Jaime has twelve pages to wrap up Maggie and Rena being thought dead and definitely lost on the bigger than it looks island. And the Race, Dot, and Maggie triangle. And Hopey thinking Maggie’s dead. And some other things.
Instead of wrapping up the story, Jaime ignores most of it. Race and Dot have a story mostly separate from the love triangle, kind of a “pro solar mechanic and reporter in political danger zone” action-comedy. Hopey was shipped off to her mom last issue and Jaime doesn’t do anything with that subplot. He just brings Hopey home with some comedic exposition and no reaction shot to Maggie’s being alive before the finale.
Rena and Maggie do get a nice plot, but Jaime’s focus on Rena overshadows everything else. She’s the key to the story, something Jaime only started embracing in the last two issues. It does reduce Maggie’s part in their trying escape; at least she’s got that love triangle.
Not.
Jaime skips it to go for a finish without resolution. There’s some drama, but none for Maggie.
Penny actually gets more to do that Hopey and it’s just her and Costigan having what ends up a cute scene.
Jaime’s going for lackluster on the narrative payoff. It’s an intentional move. It doesn’t come off as well as the story deserves. It feels forced and contrived.
Gorgeous art though. Twice the amount of pages–Jaime is at twelve here–and he probably would’ve had enough space to plot it better.
And then Errata from Beto. Tears from Heaven: The life and times of Errata Stigmata. It’s an origin story. A completely and utterly horrifying origin story.
Before this story, Errata stories have had various settings. The first story has her in some cyberpunk totalitarist future where practically the entire speaking cast is female (and queer). And Errata seems perfectly at home. Then there’s one where Beto’s basically doing a three page comedy strip with Errata and a boyfriend. Perfectly at home there. She gets mentioned as a comic book in one of the Music with Monsters strips and she cameoed in Beto’s Palomar party last issue.
But Tears from Heaven is something else entirely. It’s this nightmarish backstory about orphaned Errata being exploited by her guardians–her aunt and uncle–once her stigmata develops. Except before the stigmata develops, there’s a lot of psychological abuse, often directly sexually related or implied. Or just hinted enough to make the stomach queasy. It’s a twelve page story, so not short, but it’s astounding how unpleasant Beto can make things.
And Errata basically doesn’t talk. She’s this tragic kid. It’s a combination of heartbreaking (while empathizing with Errata) and utterly revolting (while reading the comic). In some ways Beto frontloads the revolting, with the finale being a nice despondent heartbreaker.
It’s a lot.
Mario gets an “additional material” credit so who knows.

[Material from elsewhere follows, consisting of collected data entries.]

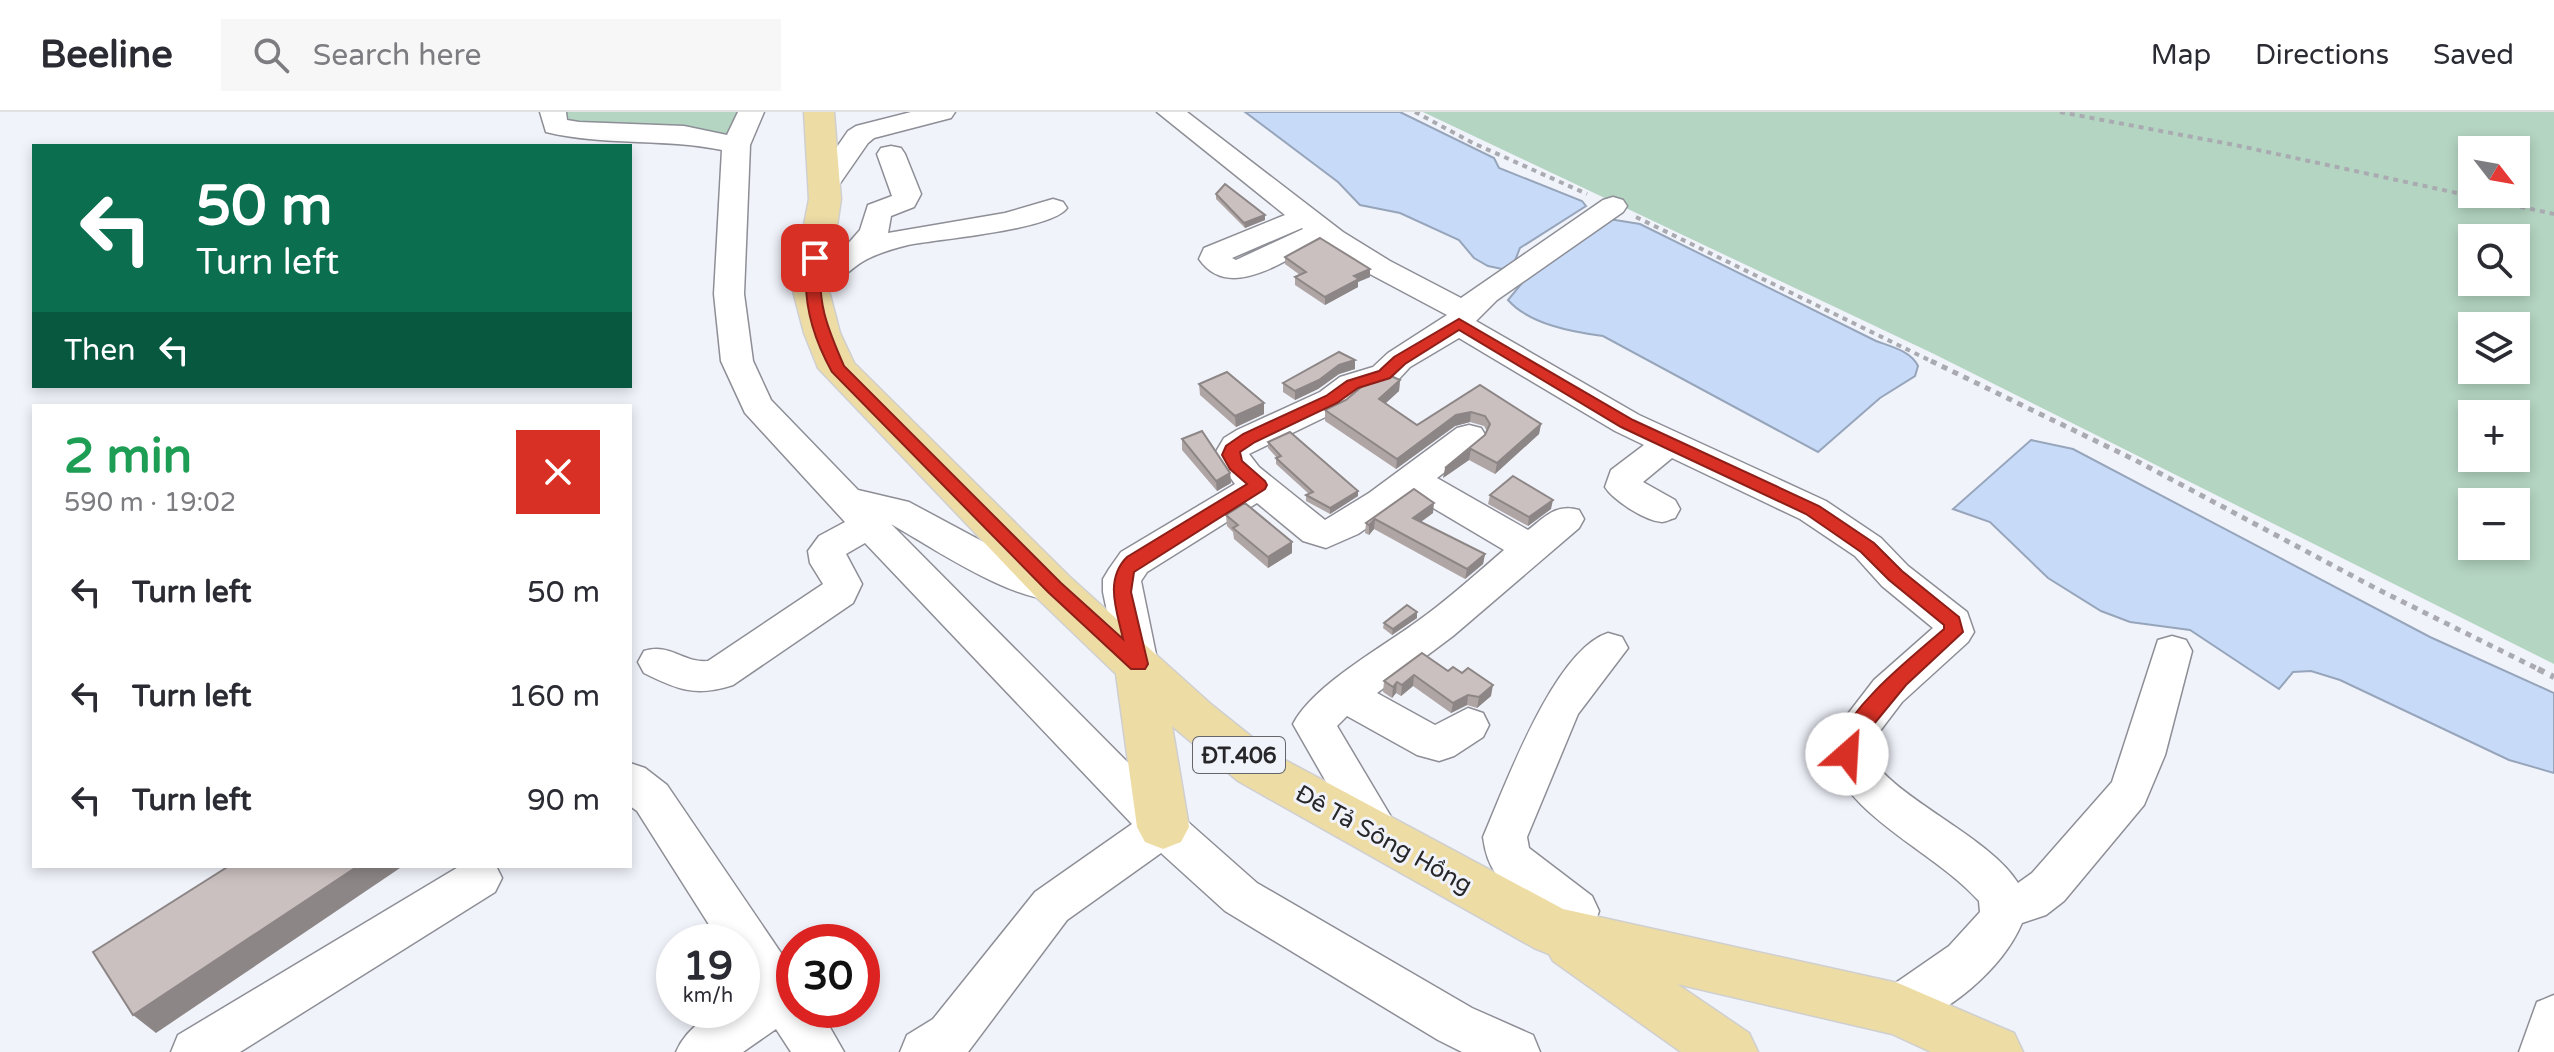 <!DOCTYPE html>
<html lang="en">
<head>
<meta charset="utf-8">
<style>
  :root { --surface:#fff; --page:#f7f7f7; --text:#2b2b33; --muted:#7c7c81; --line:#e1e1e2 }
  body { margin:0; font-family:"Varela Round",sans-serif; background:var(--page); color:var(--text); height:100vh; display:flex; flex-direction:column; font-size:30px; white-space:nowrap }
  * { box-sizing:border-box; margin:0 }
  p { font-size:26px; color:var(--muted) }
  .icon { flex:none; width:44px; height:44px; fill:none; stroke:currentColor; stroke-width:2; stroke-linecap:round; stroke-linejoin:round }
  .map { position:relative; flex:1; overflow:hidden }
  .panel { position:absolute; left:32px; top:292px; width:600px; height:464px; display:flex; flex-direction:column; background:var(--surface); border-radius:0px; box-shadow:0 4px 12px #0003 }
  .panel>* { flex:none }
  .top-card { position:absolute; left:32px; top:32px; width:600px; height:244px; border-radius:0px; box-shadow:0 4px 12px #0003; background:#0b6e4f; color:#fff; overflow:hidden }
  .needle { width:52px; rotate:121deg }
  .tools { position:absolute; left:2458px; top:24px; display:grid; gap:16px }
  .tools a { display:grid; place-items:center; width:72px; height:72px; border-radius:0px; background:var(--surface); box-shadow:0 4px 12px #0003; font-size:40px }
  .speed { position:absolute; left:656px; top:812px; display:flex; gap:16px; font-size:40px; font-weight:700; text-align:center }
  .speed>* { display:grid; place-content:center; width:104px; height:104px; border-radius:50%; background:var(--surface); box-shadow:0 4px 12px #0003; line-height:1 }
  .speed small { font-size:20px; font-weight:400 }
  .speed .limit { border:12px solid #d22; background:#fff; color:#111 }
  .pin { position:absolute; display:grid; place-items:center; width:68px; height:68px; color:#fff; margin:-34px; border-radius:16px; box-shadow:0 4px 12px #0006 }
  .me { position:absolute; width:88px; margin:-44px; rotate:26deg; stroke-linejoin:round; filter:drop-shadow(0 0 6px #0008) }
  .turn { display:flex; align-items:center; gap:28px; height:168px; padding:0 32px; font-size:36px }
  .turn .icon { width:104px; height:104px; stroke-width:2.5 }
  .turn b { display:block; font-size:56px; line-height:68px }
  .then { display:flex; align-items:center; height:76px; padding:0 32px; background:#0003; gap:16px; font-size:30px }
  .round { display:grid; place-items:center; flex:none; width:84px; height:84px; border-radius:0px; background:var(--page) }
  .head { display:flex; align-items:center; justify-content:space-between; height:136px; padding:0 32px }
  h1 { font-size:48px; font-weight:700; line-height:60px; color:#1e9e55 }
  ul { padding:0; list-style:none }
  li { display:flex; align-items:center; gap:24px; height:104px; padding:0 32px }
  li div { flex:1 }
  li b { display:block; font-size:30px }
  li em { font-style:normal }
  header { display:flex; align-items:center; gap:48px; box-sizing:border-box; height:112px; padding:0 40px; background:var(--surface); border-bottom:2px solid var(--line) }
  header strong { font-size:38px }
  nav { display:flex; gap:44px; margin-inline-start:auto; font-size:28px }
  .search { width:560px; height:72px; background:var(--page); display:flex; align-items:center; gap:20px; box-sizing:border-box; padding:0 28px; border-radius:0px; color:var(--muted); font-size:30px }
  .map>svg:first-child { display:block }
</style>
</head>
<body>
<header>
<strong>Beeline</strong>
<div class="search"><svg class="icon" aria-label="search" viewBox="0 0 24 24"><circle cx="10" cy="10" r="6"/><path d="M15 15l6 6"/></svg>Search here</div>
<nav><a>Map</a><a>Directions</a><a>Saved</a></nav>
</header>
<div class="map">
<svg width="2554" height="940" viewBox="0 0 2554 940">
  <rect width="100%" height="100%" fill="#f1f3fb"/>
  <!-- green -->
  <g fill="#b4d5c2" fill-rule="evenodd">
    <polygon points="555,0 749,0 736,33 579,18"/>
    <path d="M1423,0H2554V552L1934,242ZM2472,38H2516V82H2472ZM2472,126H2516V170H2472ZM2472,214H2516V258H2472ZM2472,302H2516V346H2472ZM2472,390H2516V434H2472Z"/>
  </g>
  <!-- water -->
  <g fill="#c7dbf9" stroke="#97a5bb" stroke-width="2">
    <polygon points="1245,0 1400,0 1494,46 1499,56 1582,89 1586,94 1520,136 1514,151 1502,157 1488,154 1474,146 1459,128 1400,101 1360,93 1338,70"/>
    <path d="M1609,107L1640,112L1876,229C1892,235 1911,239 1918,254L1915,264L1880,286L1818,340L1603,224C1572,220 1529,212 1508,188L1522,171Z"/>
    <polygon points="2031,328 2073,337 2430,525 2554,581 2554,661 2509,648 2340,568 2311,559 2293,560 2279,577 2190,518 2130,510 2101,499 2048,466 1990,410 1953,397"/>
  </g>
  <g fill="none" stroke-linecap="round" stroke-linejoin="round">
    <defs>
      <g id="minor">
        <path d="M540,0H566L567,8L579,10L684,14L727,23L738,0H764L750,33L744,182L753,249L771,288L858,378L909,390L1030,455L1067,466L1073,476L1067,486C1025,499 930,434 891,412L1179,702L1257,771L1472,896L1533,923L1540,940H1462L1438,928L1225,799L1161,741L1067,808L968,940H900L907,923L933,907L1035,780L1132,712L865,431L846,442L862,472L853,491L733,573C696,585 678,578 644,561L638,550L644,539C671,531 682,551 708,549L823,472L810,451L808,439L819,424L845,410L745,301L721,249L714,182L722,38C663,26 603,34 546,20Z"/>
        <polygon points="911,0 955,0 951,6 874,26 868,31 834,80 824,82 814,80 810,74 848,19 856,14"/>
        <path d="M1157,0H1187L1343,120L1390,149L1461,186L1603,88L1613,85L1623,88L1627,94L1623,100L1497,188L1476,209L1639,303L1826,389L1881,426L1908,454L1967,500L1974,520L1968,530L1902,590L1867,636C1882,682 1987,721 2018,771L2032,761L2112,670L2158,528L2172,524L2186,528L2192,539L2165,643L2144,693L2064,789L2046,803L2022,811C2001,860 1947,901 1898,920L1881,913L1874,897L1881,881L1949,834L1980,800L1979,789C1930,735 1846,707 1824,633L1874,568L1933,516L1882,474L1855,444L1800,407L1672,346L1643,370L1675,388L1680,397L1675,406C1670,407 1666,410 1662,410C1645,409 1613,388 1605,375L1611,358L1644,333L1615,319L1459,226L1410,255L1397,269L1364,279L1344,296L1249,342L1259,355L1325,408L1369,381L1457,316L1469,313L1481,316L1486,324L1481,332L1437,366L1528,418C1545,405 1556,391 1579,398L1584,407L1579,416L1453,524L1377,581L1435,613L1468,596L1483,601L1489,613L1483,625L1454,644L1439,649L1417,643L1347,604L1337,614L1403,725L1397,738L1381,744L1365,738L1293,612C1314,572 1385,534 1422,506C1451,485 1477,461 1504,438L1413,384L1358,422L1326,436L1303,429L1257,391L1147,460L1141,469L1158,552L1152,563L1138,567L1124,563L1118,552L1103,480V467L1109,457L1121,440L1235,372L1214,343L1224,326L1237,318L1320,280L1340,265L1373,255L1388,241L1447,203L1368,161L1320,130C1286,147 1229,191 1199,147L1204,136L1285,103ZM1303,117L1236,148L1232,146L1302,116Z"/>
        <path d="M891,34L901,36L905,42L921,82L914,95L891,104L888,121L1005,101L1053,87L1063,90L1067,96C1052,118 938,127 908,133C892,137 875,142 862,150C841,163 826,188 799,182L795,175L799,168L846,134L860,118L868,93L892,84L877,42L881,36Z"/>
        <path d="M1608,521L1622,525L1628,536L1578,602L1527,725L1529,736L1592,784L1599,799L1590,826L1553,840L1536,834L1530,819L1536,804L1546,801C1514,771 1490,776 1483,725C1505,674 1554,538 1608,521Z"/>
        <path d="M630,651L645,656L667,673L794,860V898H820L844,940H791L776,917L743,940H676C688,913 713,898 742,898V884L751,878L742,864V830H720L637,699L630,694Z"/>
        <polygon points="460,754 496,754 502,766 495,780 240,940 171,940 178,923"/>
        <polygon points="2554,883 2554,940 2519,940 2537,890"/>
      </g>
      <polygon id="major" points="804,0 834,0 841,87 828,175 840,221 854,251 1070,465 1212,593 1272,641 1563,797 1898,871 2014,921 2023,940 1931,940 1892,922 1677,872 1749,921 1758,940 1681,940 1553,849 1549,842 1534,836 1238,669 1172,614 1189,715 1181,730 1163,737 1145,730 1137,715 1116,562 1038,487 818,256 804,221 792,175 809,87"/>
    </defs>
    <!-- minor casing -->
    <use href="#minor" stroke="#8d8e96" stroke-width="3"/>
    <!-- major casing -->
    <use href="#major" stroke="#cfcfd0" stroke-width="3"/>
    <!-- path-far2 -->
    <g stroke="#aaabb1" stroke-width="4" stroke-dasharray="5 5" stroke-linecap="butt">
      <polyline points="1415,0 1473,31 1587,82"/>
      <polyline points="2060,0 2235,33 2554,102"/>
      <polyline points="1636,105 1935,251"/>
    </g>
    <!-- path-far1 -->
    <polyline stroke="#aaabb1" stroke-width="5" stroke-dasharray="6 6" stroke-linecap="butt" points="1931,249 2135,348 2377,477 2542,559"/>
    <!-- path -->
    <polyline stroke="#aaabb1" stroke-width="6" stroke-dasharray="7 7" stroke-linecap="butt" points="2538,557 2554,565"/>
    <!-- minor -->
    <use href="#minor" fill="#fff" fill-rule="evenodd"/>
    <!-- major -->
    <use href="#major" fill="#eedca5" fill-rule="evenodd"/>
  </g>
  <!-- wall -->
  <g fill="#aea5a4">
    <polygon points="1216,82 1265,108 1245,116 1216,87"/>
    <polygon points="1285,145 1370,157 1370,165 1358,170 1358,175 1325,193 1295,173 1295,165 1300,163 1285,152"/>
    <polygon points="1355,248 1355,257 1339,262 1318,277 1295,288 1283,280 1283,271"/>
    <polygon points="1400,268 1399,279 1385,292 1417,313 1480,273 1541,312 1539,322 1495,362 1469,348 1443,366 1485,323 1487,319 1484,314 1470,310 1455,314 1396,357 1325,309 1325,298"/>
    <polygon points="1199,272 1264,291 1264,302 1236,315 1200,283"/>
    <polygon points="1182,327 1230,361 1231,371 1217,379 1182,338"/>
    <polygon points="1268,330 1358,384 1330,402 1306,389 1306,383 1309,382 1276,352 1276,346 1277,346 1268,336"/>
    <polygon points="1414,377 1433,401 1421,410 1485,442 1483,452 1465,467 1374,417 1369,423 1365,421 1366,411"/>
    <polygon points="1490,383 1551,397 1528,414 1488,392"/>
    <polygon points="1226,403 1292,430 1292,441 1268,456 1234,427 1233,420 1227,414"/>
    <polygon points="1417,506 1392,523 1383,516 1384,511"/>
    <polygon points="1422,541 1448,559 1491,584 1477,596 1467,593 1451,601 1413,574 1401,584 1396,581 1392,586 1383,580 1384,569"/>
  </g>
  <!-- shaded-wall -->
  <g fill="#8d8686">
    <polygon points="1265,103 1265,108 1245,116 1244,111"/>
    <polygon points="1370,157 1370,165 1358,170 1358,175 1325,193 1325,185 1354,164"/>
    <polygon points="1355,248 1355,257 1339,262 1318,277 1295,288 1295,279 1339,253"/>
    <polygon points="1400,268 1399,279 1378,298 1379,287"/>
    <polygon points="1264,291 1264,302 1236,315 1235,304"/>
    <polygon points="1471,300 1470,310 1455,314 1396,357 1397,347 1456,303"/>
    <polygon points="1541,312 1539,322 1495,362 1497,351"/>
    <polygon points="1471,337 1469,348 1443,366 1445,356"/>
    <polygon points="1230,361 1231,371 1217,379 1216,369"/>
    <polygon points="1358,379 1358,384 1330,402 1330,396"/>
    <polygon points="1553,388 1551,397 1528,414 1529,405"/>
    <polygon points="1434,391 1433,401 1412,416 1413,406"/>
    <polygon points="1375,407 1374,417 1369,423 1369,413"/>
    <polygon points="1292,430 1292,441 1268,456 1268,445"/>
    <polygon points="1485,442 1483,452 1465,467 1467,457"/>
    <polygon points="1417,500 1417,506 1392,523 1393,517"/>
    <polygon points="1414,563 1413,574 1401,584 1402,573"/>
    <polygon points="1397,570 1396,581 1392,586 1393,575"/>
    <polygon points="1493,573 1491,584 1477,596 1479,585"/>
    <polygon points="1468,583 1467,593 1451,601 1453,591"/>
    <polygon points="358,754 403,754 156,921 133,903"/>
  </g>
  <!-- building -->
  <g fill="#cac0bf" stroke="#8d8686" stroke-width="2">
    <polygon points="1225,72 1265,103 1244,111 1216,82"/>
    <polygon points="1320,126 1370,157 1354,164 1359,167 1325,185 1295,165 1306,160 1285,145"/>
    <polygon points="1339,240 1355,248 1339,253 1319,268 1295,279 1283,271"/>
    <polygon points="1227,260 1264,291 1235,304 1199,272"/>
    <polygon points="1391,264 1400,268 1379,287 1417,313 1480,273 1541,312 1497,351 1471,337 1445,356 1485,323 1490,312 1485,304 1471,300 1456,303 1397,347 1325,298 1346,288 1366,271"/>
    <polygon points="1202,319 1230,361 1216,369 1182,327"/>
    <polygon points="1290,320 1358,379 1330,396 1306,383 1313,380 1276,346 1281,344 1268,330"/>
    <polygon points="1513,364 1553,388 1529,405 1490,383"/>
    <polygon points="1414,377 1434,391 1413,406 1485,442 1467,457 1375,407 1369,413 1366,411"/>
    <polygon points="1245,391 1292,430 1268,445 1233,416 1238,413 1226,403"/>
    <polygon points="1407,493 1417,500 1393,517 1384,511"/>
    <polygon points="1422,541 1448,559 1453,555 1462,561 1468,556 1493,573 1479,585 1468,583 1453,591 1414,563 1402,573 1397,570 1393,575 1384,569"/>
    <polygon points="229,754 358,754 133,903 93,840"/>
  </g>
  <!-- route -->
  <path fill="#d93025" stroke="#8d1f18" stroke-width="2" d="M815,142L822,146C816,189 827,215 844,254L1061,471L1123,527C1117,499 1104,468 1127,445L1247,372L1230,357L1222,343L1226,334L1243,322L1326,284L1347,269L1379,259L1394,245L1459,207L1633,308L1819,394L1874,431L1902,459L1959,505L1963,520L1906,573L1855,635L1857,642L1854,647L1847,650L1839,647L1835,633C1858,587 1905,551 1944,517V513L1889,468L1861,440L1806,402L1621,315L1459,218L1405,252L1390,266L1358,276L1337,291L1255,330L1240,340L1242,349L1265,369L1267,373L1265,377L1134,460L1131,480L1148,552L1145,557H1131L1048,480L832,260C812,224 801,186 808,146Z"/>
  <g text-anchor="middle" stroke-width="6" stroke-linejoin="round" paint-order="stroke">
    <!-- shield labels -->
    <rect fill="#f1f3fb" stroke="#646469" stroke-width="2" x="1193" y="625" width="92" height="36" rx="6"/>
    <g font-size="22" font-weight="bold" fill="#27272a">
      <text x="1239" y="651">ĐT.406</text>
    </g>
    <!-- street labels -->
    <g font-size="24" fill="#27272a" stroke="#f1f3fb">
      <text transform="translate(1384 727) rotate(29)" y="8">Đê Tả Sông Hồng</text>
    </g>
  </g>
</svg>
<div class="tools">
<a><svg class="needle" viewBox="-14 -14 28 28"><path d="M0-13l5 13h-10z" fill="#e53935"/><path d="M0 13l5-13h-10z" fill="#7c7c81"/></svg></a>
<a><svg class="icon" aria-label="search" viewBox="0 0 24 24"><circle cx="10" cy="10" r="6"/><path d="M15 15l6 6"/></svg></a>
<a><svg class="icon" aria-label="layers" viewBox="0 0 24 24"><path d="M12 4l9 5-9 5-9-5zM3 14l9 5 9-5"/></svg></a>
<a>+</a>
<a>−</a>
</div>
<div class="speed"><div>19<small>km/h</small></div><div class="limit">30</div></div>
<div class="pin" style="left:815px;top:146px;background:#d93025"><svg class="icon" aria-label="arrive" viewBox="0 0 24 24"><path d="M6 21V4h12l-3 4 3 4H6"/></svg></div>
<svg class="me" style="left:1847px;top:642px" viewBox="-20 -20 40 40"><circle r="19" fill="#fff"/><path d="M0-13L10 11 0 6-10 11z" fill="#d93025"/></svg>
<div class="top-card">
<div class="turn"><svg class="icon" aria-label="left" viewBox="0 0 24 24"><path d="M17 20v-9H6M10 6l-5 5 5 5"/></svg><div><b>50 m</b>Turn left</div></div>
<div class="then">Then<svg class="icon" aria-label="left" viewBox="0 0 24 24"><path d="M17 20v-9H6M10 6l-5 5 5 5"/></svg></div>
</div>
<section class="panel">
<div class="head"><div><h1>2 min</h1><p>590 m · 19:02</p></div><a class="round" style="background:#d93025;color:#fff"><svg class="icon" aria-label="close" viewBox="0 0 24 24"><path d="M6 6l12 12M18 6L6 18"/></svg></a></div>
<ul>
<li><svg class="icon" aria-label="left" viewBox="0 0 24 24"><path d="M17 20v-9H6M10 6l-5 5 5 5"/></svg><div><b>Turn left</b></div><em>50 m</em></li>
<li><svg class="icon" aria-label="left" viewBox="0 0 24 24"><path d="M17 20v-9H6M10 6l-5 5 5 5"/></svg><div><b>Turn left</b></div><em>160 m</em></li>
<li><svg class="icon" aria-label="left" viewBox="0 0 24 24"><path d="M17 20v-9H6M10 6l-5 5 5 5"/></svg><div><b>Turn left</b></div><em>90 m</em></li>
</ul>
</section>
</div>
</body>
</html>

The last story is a three page Rocky and Fumble. They’re run away from home again, this time going out to sea on a rowboat, in search of an unexplored island.
It’s a nice strip–short–and well-illustrated. It doesn’t quite provide the emotional relief needed after Errata but it comes pretty close. Another page would’ve done it. Jaime tends to experiment with truncation in Rocky and Fumble when it comes to reveals; in Mechanics, he’s a lot more visual about it. Rocky and Fumble is more comic strip transitions. Jump cuts.
Jaime seems rushed with the three pages, both writing and art. But it’s still a charming three pages.